EXERCISE BRIEF: Each line below has to be output exactly, from first to last.
Top of ENTRIES SHOWN
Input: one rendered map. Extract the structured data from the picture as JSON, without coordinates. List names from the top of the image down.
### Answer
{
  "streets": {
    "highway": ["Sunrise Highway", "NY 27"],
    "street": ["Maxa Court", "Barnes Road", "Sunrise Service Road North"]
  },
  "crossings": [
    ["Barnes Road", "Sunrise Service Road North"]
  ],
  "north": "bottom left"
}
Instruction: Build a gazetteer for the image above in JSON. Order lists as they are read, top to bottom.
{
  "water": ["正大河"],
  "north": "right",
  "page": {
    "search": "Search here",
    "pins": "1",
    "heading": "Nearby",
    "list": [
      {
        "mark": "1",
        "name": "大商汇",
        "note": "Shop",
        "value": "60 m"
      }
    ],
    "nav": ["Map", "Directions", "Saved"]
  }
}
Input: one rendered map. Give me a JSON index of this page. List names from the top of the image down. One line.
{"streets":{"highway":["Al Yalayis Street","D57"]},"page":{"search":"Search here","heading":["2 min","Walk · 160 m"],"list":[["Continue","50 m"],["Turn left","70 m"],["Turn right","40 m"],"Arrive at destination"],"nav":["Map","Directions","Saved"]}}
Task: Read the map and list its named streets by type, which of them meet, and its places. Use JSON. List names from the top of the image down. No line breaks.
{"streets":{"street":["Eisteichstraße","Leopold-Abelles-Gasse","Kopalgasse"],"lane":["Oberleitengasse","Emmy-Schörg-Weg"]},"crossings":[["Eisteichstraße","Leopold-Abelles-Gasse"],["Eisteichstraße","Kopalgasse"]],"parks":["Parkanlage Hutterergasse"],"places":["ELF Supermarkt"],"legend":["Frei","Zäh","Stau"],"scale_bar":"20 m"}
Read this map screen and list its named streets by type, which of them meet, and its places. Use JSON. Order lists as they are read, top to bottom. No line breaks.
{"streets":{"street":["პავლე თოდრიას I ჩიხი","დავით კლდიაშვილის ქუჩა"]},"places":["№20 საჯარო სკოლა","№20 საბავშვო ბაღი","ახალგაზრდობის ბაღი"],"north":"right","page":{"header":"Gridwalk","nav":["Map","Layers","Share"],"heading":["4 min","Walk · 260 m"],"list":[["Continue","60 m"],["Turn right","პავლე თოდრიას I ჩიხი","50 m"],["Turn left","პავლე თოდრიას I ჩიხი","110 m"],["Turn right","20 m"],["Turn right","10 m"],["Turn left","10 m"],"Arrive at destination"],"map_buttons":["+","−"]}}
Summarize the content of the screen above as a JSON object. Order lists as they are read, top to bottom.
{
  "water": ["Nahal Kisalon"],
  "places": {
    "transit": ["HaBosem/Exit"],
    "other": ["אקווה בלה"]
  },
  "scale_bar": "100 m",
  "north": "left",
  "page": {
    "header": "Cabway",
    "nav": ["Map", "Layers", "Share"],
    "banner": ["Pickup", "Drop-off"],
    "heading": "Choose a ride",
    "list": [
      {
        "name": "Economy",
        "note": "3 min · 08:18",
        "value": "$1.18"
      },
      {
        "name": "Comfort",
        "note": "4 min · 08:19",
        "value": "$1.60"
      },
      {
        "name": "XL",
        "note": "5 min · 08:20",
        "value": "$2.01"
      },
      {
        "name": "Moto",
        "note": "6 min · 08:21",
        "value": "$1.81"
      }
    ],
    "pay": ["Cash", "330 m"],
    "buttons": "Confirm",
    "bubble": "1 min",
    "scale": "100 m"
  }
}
Bottom of ENTRIES SHOWN
TASK SOLUTION:
Input: one rendered map. Extract the structured data from the picture as JSON, without coordinates. List names from the top of the image down.
### Answer
{
  "streets": {
    "highway": ["Sunrise Highway", "NY 27"],
    "street": ["Maxa Court", "Barnes Road", "Sunrise Service Road North"]
  },
  "crossings": [
    ["Barnes Road", "Sunrise Service Road North"]
  ],
  "north": "bottom left"
}
Instruction: Build a gazetteer for the image above in JSON. Order lists as they are read, top to bottom.
{
  "water": ["正大河"],
  "north": "right",
  "page": {
    "search": "Search here",
    "pins": "1",
    "heading": "Nearby",
    "list": [
      {
        "mark": "1",
        "name": "大商汇",
        "note": "Shop",
        "value": "60 m"
      }
    ],
    "nav": ["Map", "Directions", "Saved"]
  }
}
Input: one rendered map. Give me a JSON index of this page. List names from the top of the image down. One line.
{"streets":{"highway":["Al Yalayis Street","D57"]},"page":{"search":"Search here","heading":["2 min","Walk · 160 m"],"list":[["Continue","50 m"],["Turn left","70 m"],["Turn right","40 m"],"Arrive at destination"],"nav":["Map","Directions","Saved"]}}
Task: Read the map and list its named streets by type, which of them meet, and its places. Use JSON. List names from the top of the image down. No line breaks.
{"streets":{"street":["Eisteichstraße","Leopold-Abelles-Gasse","Kopalgasse"],"lane":["Oberleitengasse","Emmy-Schörg-Weg"]},"crossings":[["Eisteichstraße","Leopold-Abelles-Gasse"],["Eisteichstraße","Kopalgasse"]],"parks":["Parkanlage Hutterergasse"],"places":["ELF Supermarkt"],"legend":["Frei","Zäh","Stau"],"scale_bar":"20 m"}
Read this map screen and list its named streets by type, which of them meet, and its places. Use JSON. Order lists as they are read, top to bottom. No line breaks.
{"streets":{"street":["პავლე თოდრიას I ჩიხი","დავით კლდიაშვილის ქუჩა"]},"places":["№20 საჯარო სკოლა","№20 საბავშვო ბაღი","ახალგაზრდობის ბაღი"],"north":"right","page":{"header":"Gridwalk","nav":["Map","Layers","Share"],"heading":["4 min","Walk · 260 m"],"list":[["Continue","60 m"],["Turn right","პავლე თოდრიას I ჩიხი","50 m"],["Turn left","პავლე თოდრიას I ჩიხი","110 m"],["Turn right","20 m"],["Turn right","10 m"],["Turn left","10 m"],"Arrive at destination"],"map_buttons":["+","−"]}}
Summarize the content of the screen above as a JSON object. Order lists as they are read, top to bottom.
{
  "water": ["Nahal Kisalon"],
  "places": {
    "transit": ["HaBosem/Exit"],
    "other": ["אקווה בלה"]
  },
  "scale_bar": "100 m",
  "north": "left",
  "page": {
    "header": "Cabway",
    "nav": ["Map", "Layers", "Share"],
    "banner": ["Pickup", "Drop-off"],
    "heading": "Choose a ride",
    "list": [
      {
        "name": "Economy",
        "note": "3 min · 08:18",
        "value": "$1.18"
      },
      {
        "name": "Comfort",
        "note": "4 min · 08:19",
        "value": "$1.60"
      },
      {
        "name": "XL",
        "note": "5 min · 08:20",
        "value": "$2.01"
      },
      {
        "name": "Moto",
        "note": "6 min · 08:21",
        "value": "$1.81"
      }
    ],
    "pay": ["Cash", "330 m"],
    "buttons": "Confirm",
    "bubble": "1 min",
    "scale": "100 m"
  }
}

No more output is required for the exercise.